Go through the listing below and list every line with "canvas".
━━━ The data ━━━
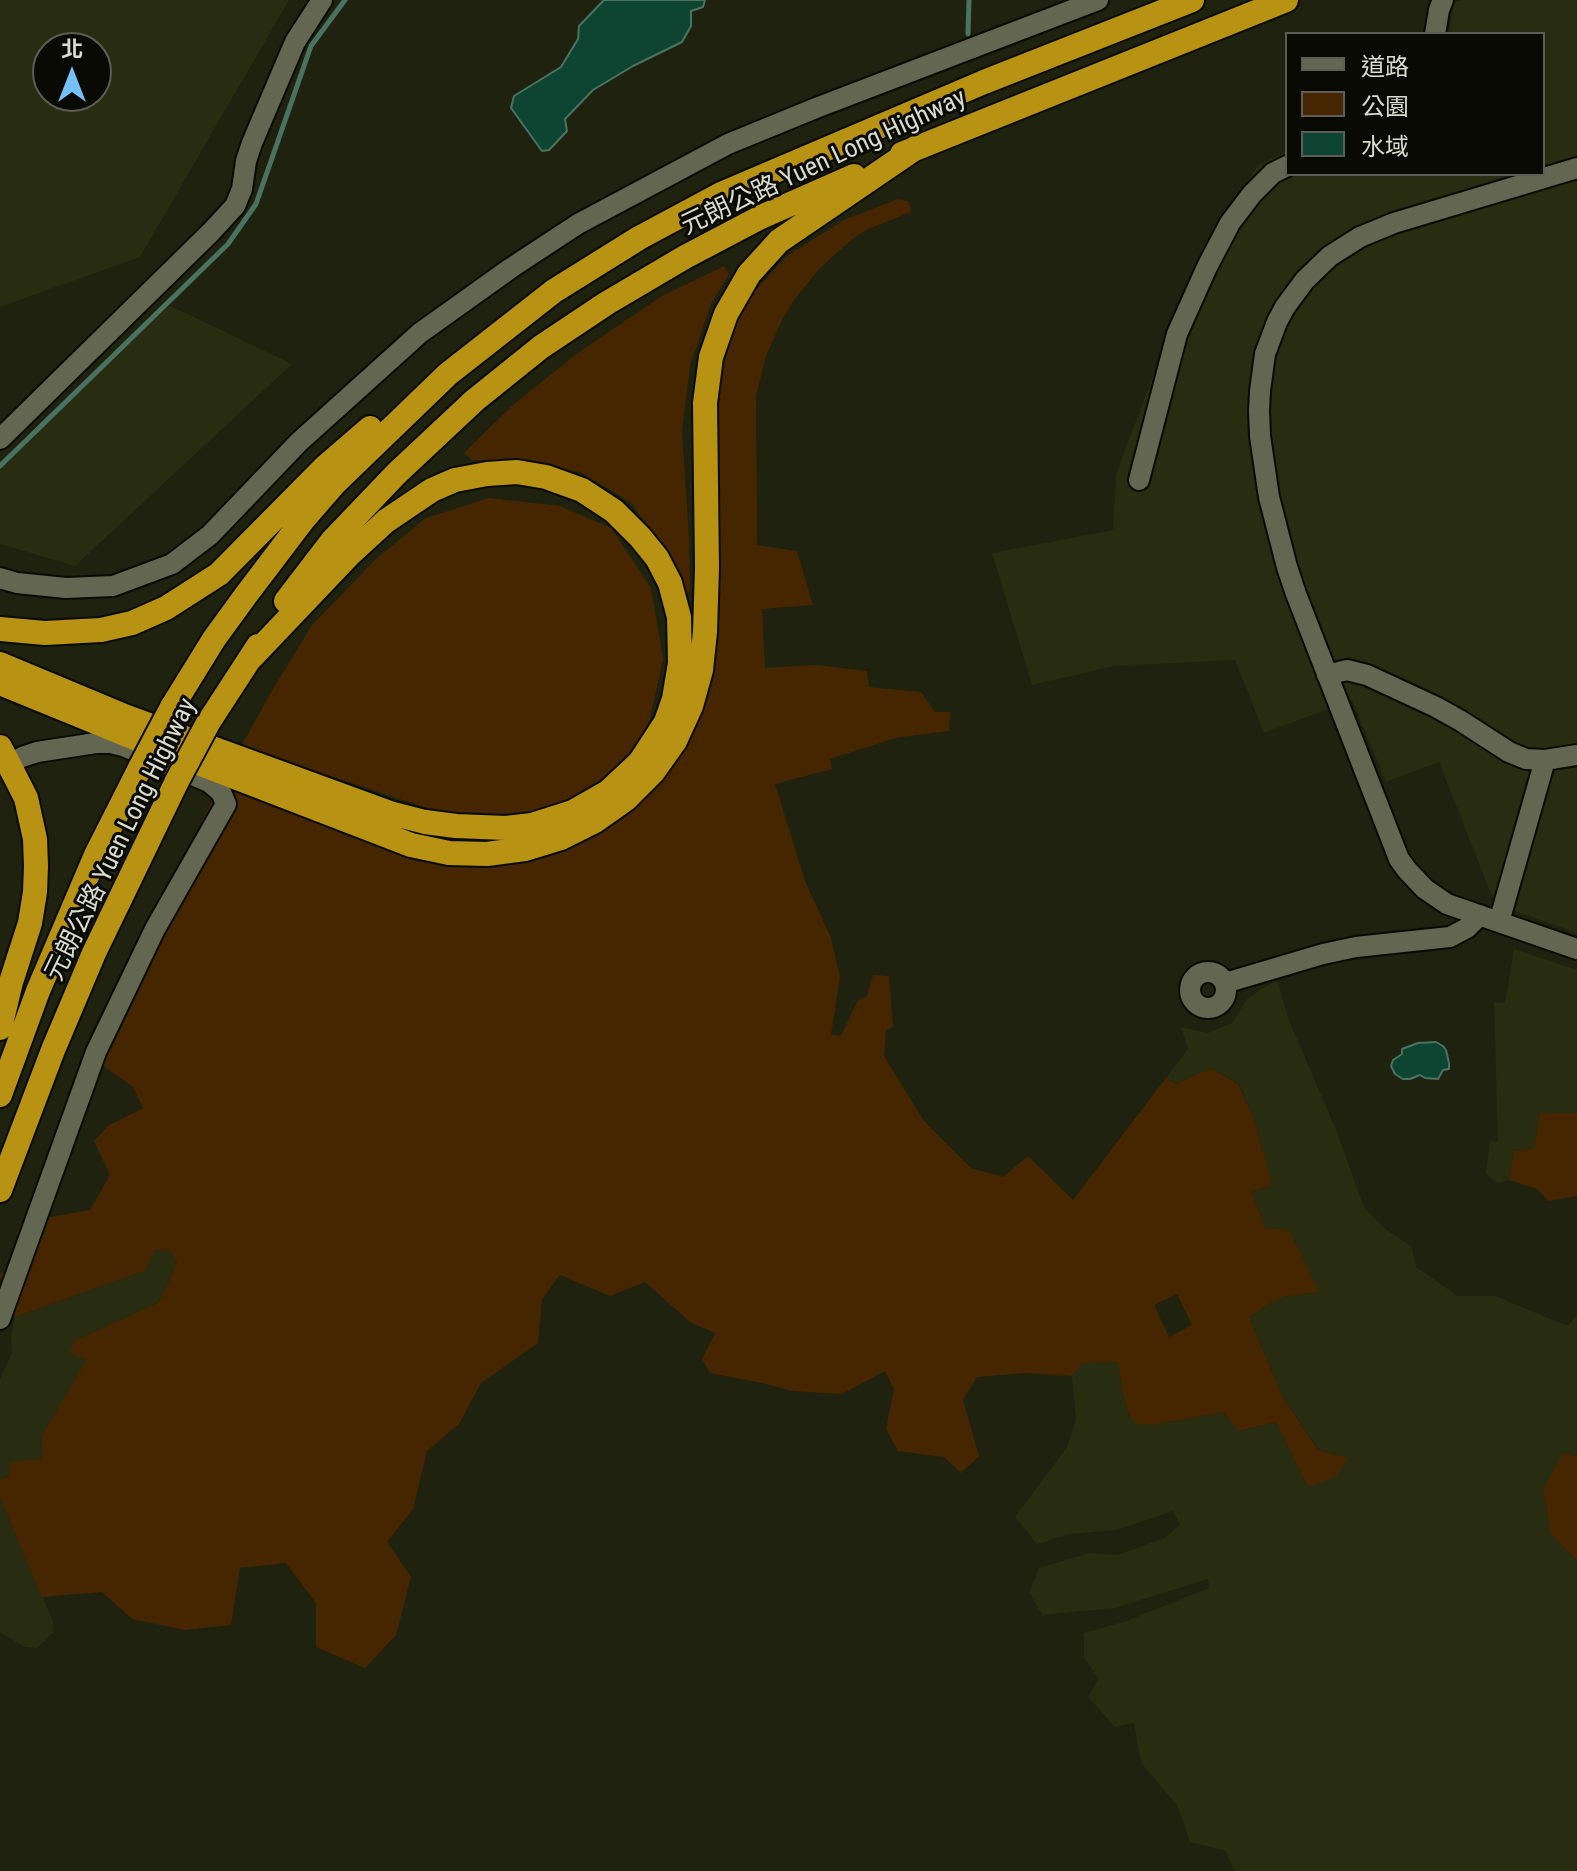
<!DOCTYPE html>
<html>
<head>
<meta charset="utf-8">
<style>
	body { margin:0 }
	#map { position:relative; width:1577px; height:1871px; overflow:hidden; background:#1f220f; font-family:"Roboto Condensed","Noto Sans TC",sans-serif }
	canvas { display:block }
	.legend { position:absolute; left:1285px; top:32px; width:260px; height:144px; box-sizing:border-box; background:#090a04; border:2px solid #5c5e55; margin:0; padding:10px 14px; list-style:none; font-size:24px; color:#d8dbce }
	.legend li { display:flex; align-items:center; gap:16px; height:40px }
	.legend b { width:40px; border:2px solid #5c5e55 }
	.north { position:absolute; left:32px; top:32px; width:80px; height:80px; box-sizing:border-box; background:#090a04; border:2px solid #5c5e55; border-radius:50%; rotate:0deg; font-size:22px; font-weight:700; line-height:32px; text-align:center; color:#d8dbce }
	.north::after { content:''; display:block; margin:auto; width:28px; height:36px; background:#75c0f6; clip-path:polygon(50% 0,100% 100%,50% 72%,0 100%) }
</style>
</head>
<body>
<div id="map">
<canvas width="1577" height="1871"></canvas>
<ul class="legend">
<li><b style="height:10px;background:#636651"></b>道路</li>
<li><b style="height:22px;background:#462600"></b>公園</li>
<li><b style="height:22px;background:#0d4532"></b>水域</li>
</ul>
<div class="north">北</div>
</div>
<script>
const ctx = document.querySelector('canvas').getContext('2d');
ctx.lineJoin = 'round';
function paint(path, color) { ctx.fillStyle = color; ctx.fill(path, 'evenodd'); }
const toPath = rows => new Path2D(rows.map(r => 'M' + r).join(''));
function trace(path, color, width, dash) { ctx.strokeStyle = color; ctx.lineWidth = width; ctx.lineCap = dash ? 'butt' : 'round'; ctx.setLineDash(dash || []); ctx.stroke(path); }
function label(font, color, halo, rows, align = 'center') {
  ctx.font = font + ' "Roboto Condensed","Noto Sans TC",sans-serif'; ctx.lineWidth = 6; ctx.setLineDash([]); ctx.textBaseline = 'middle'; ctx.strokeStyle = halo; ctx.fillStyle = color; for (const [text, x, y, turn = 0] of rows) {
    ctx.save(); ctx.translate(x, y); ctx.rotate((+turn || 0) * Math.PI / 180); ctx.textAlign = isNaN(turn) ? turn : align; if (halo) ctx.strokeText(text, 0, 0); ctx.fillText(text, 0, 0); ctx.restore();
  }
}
paint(toPath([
	[0,0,289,0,140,257,0,307],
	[48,48,96,48,96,96,48,96],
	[1463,0,1577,0,1577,933,1495,904,1439,762,1386,782,1352,700,1264,733,1235,660,1114,666,1032,685,992,553,1113,530,1116,474,1169,334,1221,221,1259,164,1287,151,1287,174,1543,174,1543,34,1449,34,1454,2],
	[169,305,292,364,75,566,0,544,0,461],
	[1514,949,1577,970,1577,1113,1540,1113,1534,1148,1514,1151,1509,1180,1498,1183,1486,1174,1490,1141,1498,1142,1494,1002,1505,1003],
	[1277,979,1288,1018,1336,1130,1365,1209,1388,1231,1412,1247,1416,1267,1458,1296,1495,1296,1568,1326,1577,1315,1577,1456,1563,1453,1551,1532,1577,1561,1577,1871,1234,1871,1226,1851,1190,1842,1177,1805,1141,1763,1134,1723,1115,1727,1088,1697,1099,1679,1084,1658,1084,1633,1126,1621,1209,1588,1208,1579,1115,1608,1042,1615,1029,1592,1039,1568,1089,1553,1117,1555,1165,1538,1180,1524,1173,1511,1116,1530,1069,1534,1037,1544,1015,1517,1067,1447,1076,1420,1072,1376,1083,1363,1118,1362,1123,1395,1130,1418,1154,1425,1223,1412,1240,1431,1276,1422,1308,1487,1347,1458,1319,1450,1283,1397,1249,1317,1281,1297,1318,1292,1289,1230,1265,1228,1252,1192,1271,1185,1255,1121,1239,1084,1212,1069,1199,1073,1177,1084,1166,1078,1188,1049,1181,1027,1208,1033,1232,1023,1247,999],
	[155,1250,170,1251,177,1263,159,1302,74,1341,87,1361,42,1435,41,1459,0,1480,0,1379,12,1352,11,1335,15,1317,143,1271],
	[0,1498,53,1621,53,1632,37,1648,25,1647,0,1632]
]), '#282c11');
paint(toPath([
	[898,199,909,202,911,212,866,230,851,240,820,268,794,300,783,318,766,356,756,396,757,545,797,551,813,605,762,609,765,668,816,665,867,671,869,687,921,692,935,712,950,712,949,731,895,738,830,759,832,769,775,784,805,881,831,938,840,977,831,1035,841,1036,858,1000,867,996,873,975,889,976,893,1027,886,1030,884,1056,924,1121,971,1168,1003,1177,1028,1156,1073,1200,1166,1078,1177,1084,1199,1073,1212,1069,1238,1084,1255,1121,1272,1185,1252,1192,1265,1228,1289,1230,1319,1292,1281,1297,1249,1317,1283,1397,1318,1450,1348,1458,1336,1477,1308,1487,1276,1422,1239,1431,1223,1412,1154,1425,1139,1424,1130,1418,1123,1395,1118,1362,1083,1363,1072,1376,1025,1373,977,1377,963,1400,979,1456,961,1473,944,1457,898,1451,886,1429,894,1389,885,1371,842,1394,792,1391,762,1383,710,1373,702,1359,715,1333,690,1322,645,1282,610,1296,560,1275,542,1299,538,1343,481,1383,459,1424,427,1451,413,1509,387,1542,411,1577,396,1635,365,1668,316,1647,316,1603,286,1563,240,1568,231,1625,185,1630,132,1619,102,1592,42,1597,0,1498,0,1480,9,1476,10,1462,41,1459,42,1435,86,1361,70,1352,74,1341,159,1302,177,1263,170,1251,155,1250,144,1271,15,1317,3,1306,0,1275,21,1257,17,1232,22,1222,90,1210,110,1175,94,1141,109,1125,143,1108,133,1087,95,1060,186,855,222,780,355,833,535,856,689,708,717,367,740,307,787,256,844,220],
	[1177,1294,1192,1325,1169,1337,1154,1305],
	[724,266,729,274,711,304,690,366,682,432,689,537,690,591,682,594,662,552,632,503,580,472,530,464,472,460,464,453,514,404,579,352,662,296],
	[489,498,560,506,611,528,651,588,663,659,648,728,617,776,566,806,506,821,440,812,241,747,270,694,312,625,377,558,426,518],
	[1540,1113,1577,1113,1577,1196,1549,1201,1537,1189,1509,1180,1514,1151,1534,1148],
	[1563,1453,1577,1456,1577,1561,1550,1532,1543,1489]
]), '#462600');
const water = toPath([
	[604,0,705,0,703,7,691,11,691,26,682,42,633,66,593,90,565,119,567,131,549,150,542,151,511,108,514,96,561,67,578,39,579,26,604,0],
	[1436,1042,1443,1046,1446,1050,1449,1063,1449,1069,1443,1070,1438,1079,1425,1078,1420,1075,1410,1079,1403,1079,1395,1074,1391,1066,1393,1060,1402,1054,1402,1049,1418,1043,1436,1042]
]);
paint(water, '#0d4532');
trace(water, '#4a7261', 2);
trace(toPath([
	[968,34,969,0],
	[0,466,228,244,256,204,311,46,345,0]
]), '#4a7261', 5);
const minor = toPath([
	[1435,34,1439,10,1443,0],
	[1577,168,1394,223,1360,237,1330,256,1305,280,1285,307,1277,322,1265,354,1260,391,1259,411,1260,436,1269,497,1287,567,1296,594,1399,859,1407,870,1425,889,1447,904,1577,949],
	[0,439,211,232,235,206,242,189,246,161,252,143,295,42,322,0],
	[1139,480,1177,334,1207,267,1230,223,1252,194,1273,173,1287,166],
	[0,578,17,583,66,588,113,586,172,564,210,535,299,442,420,333,511,268,578,224,728,144,816,108,1098,0],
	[1327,675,1347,670,1367,675,1436,707,1461,721,1509,752,1526,759,1545,760,1499,922],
	[1545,760,1577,755],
	'1190 990a18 18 0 1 1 36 0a18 18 0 1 1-36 0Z',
	[1225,983,1323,954,1356,947,1450,937,1467,928,1480,915],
	[0,1319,96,1052,155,929,226,804,221,792,209,782,123,746,111,743,96,743,37,752,22,757]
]);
const highway = toPath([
	[902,154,1286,0],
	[286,601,332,541,397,473,475,400,541,347,607,303,685,257,761,217,854,176],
	[0,629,45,633,101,630,132,623,166,608,219,574,326,466,370,428],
	[0,664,127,717,390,813,425,822,456,826,506,828,532,825,573,812,608,792,640,762,666,722,674,699,680,663,679,617,670,583,657,558,640,537,614,511,582,490,546,477,517,472,487,474,455,480,432,490,386,521,349,555,250,659],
	[0,683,154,746,411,845,449,853,487,854,525,849,561,838,595,821,626,799,653,772,675,741,691,706,701,670,705,632,707,568,705,403,711,357,726,314,749,274,779,241,917,147],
	[172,707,214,639,246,595,303,520,336,482,448,374,554,291,639,238,721,194,984,82,1192,0],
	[208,723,258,646],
	[0,747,26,798,35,839,36,866,35,892,30,923,11,982,0,1028],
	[0,1095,38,991,73,909,96,855,141,766],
	[0,1190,53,1050,94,953,177,781]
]);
trace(minor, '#090b00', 24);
trace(highway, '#090b00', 28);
trace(minor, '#636651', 20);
trace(highway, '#b79213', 24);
const highwayBridge = toPath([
	[141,766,172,707],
	[177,781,208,723]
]);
trace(highwayBridge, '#090b00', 28, []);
trace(highwayBridge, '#b79213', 24);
label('26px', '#d8dbce', '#090a04', [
	["元朗公路 Yuen Long Highway",824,163,-25],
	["元朗公路 Yuen Long Highway",122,840,-64]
]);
</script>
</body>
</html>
━━━
■ Answer section ■
	canvas { display:block }
<canvas width="1577" height="1871"></canvas>
const ctx = document.querySelector('canvas').getContext('2d');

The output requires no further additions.